Nov. 19 Death’s Acre (Bill Bass and Jon Jefferson) - Age, Stature, and Pathology Estimation
What else can we learn about an individual’s life after their death? Continuing with our discussion of the biological profile, we will explore tools to assess age and stature and how those two factors influence one another. Additionally, we will explore how before death, disease or trauma can be a unique identifying factor after death.
Nov. 26 Broken Bones (Allison Galloway) – Trauma, Personal ID, and Contemporary Issues
Can all trauma be identified by an anthropologist? If not, what are the limitations? For our final meeting we will explore trauma analysis in forensic anthropology. Additionally, we will address other aspects of personal identification and use of anthropology outside the daily medical examiner or coroner system, including cases of mass disasters, war crimes, and unique circumstances such as 9/11.
Parking permit may be requested from this website.
See the event listed as Fall 2019 Parking - Optional
Information is subject to change. Full course and policy descriptions are available at www.nualumnae.org
One nine-week course $190.00
Discounts for Multiple Registrations for an Individual
Individuals who register for multiple courses may receive discounts on each additional course after the first:
To register for two nine-week courses at the special price of $355.00, select the 2-Course Package.

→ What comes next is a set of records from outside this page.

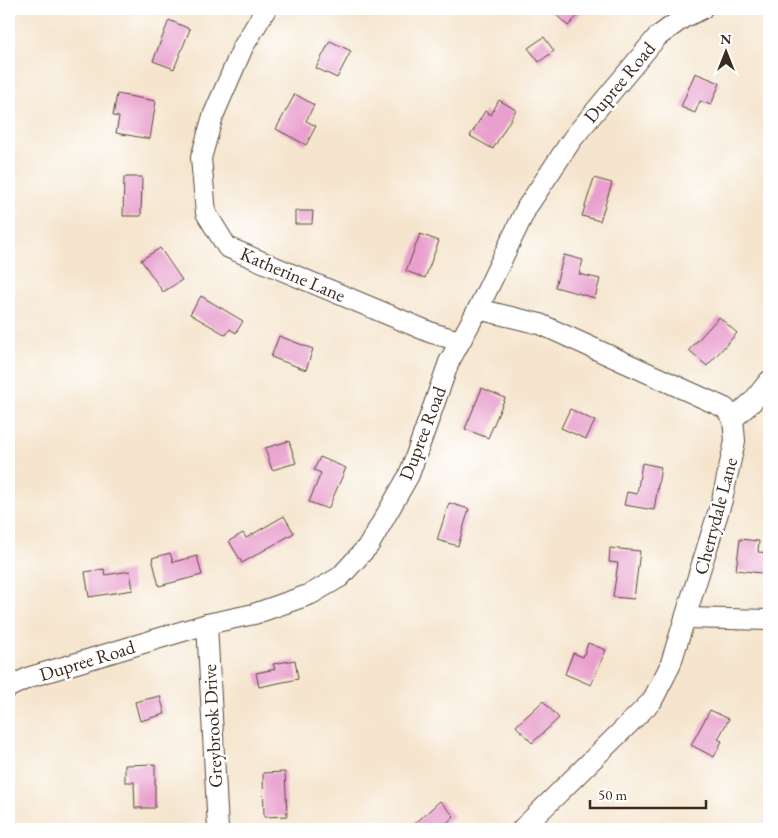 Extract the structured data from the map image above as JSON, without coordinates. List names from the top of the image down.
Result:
{
  "streets": {
    "street": [
      "Dupree Road",
      "Katherine Lane",
      "Cherrydale Lane",
      "Greybrook Drive"
    ]
  },
  "crossings": [
    ["Dupree Road", "Katherine Lane"],
    ["Dupree Road", "Greybrook Drive"]
  ],
  "scale_bar": "50 m",
  "north": "top"
}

To register for three nine-week courses at the special price of $520.00, select the 3-Course Package.
To register for four nine-week courses at the special price of $685.00, select the 4-Course Package.
Your email confirmation from Norris Box Office verifies your registration but it is not your entry to class. Be
sure to bring your class entry card to each class as it must be shown to
the proctors at the entry door. In order to guarantee seating for registered
students, those without their card will be given a temporary entry card, but
ONE time only. After that one time, a replacement card will be provided at a
fee of $30.00.
Refund Policy: Before a refund can be issued, your course card must be returned and the cancellation fee must be purchased on this website. Send your entry card to Alumnae Continuing Education, P.O. Box 2789, Glenview, IL 60025.
Applicable Fees and Withdrawal Schedule:
If the withdrawal request is received prior to the first class, the refund of the original registration will be initiated only after the registrant purchases a $10.00 cancellation processing fee.
If the withdrawal request is received after the first class, but before the second class, the refund of the the original registration will be initiated only after the registrant purchases both the $10.00 cancellation processing fee and the $30.00 per diem fee, per course dropped.
If the withdrawal request is received after the second class, but before the third class, the refund of the original registration will be initiated only after the registrant purchases the $10.00 cancellation processing fee and $60.00 in per diem fees, per course dropped.
- No refunds will be given after the second class.
- Credits are not given for future classes.
- A transfer at no cost to another class offered during the same quarter is an option provided there is space available.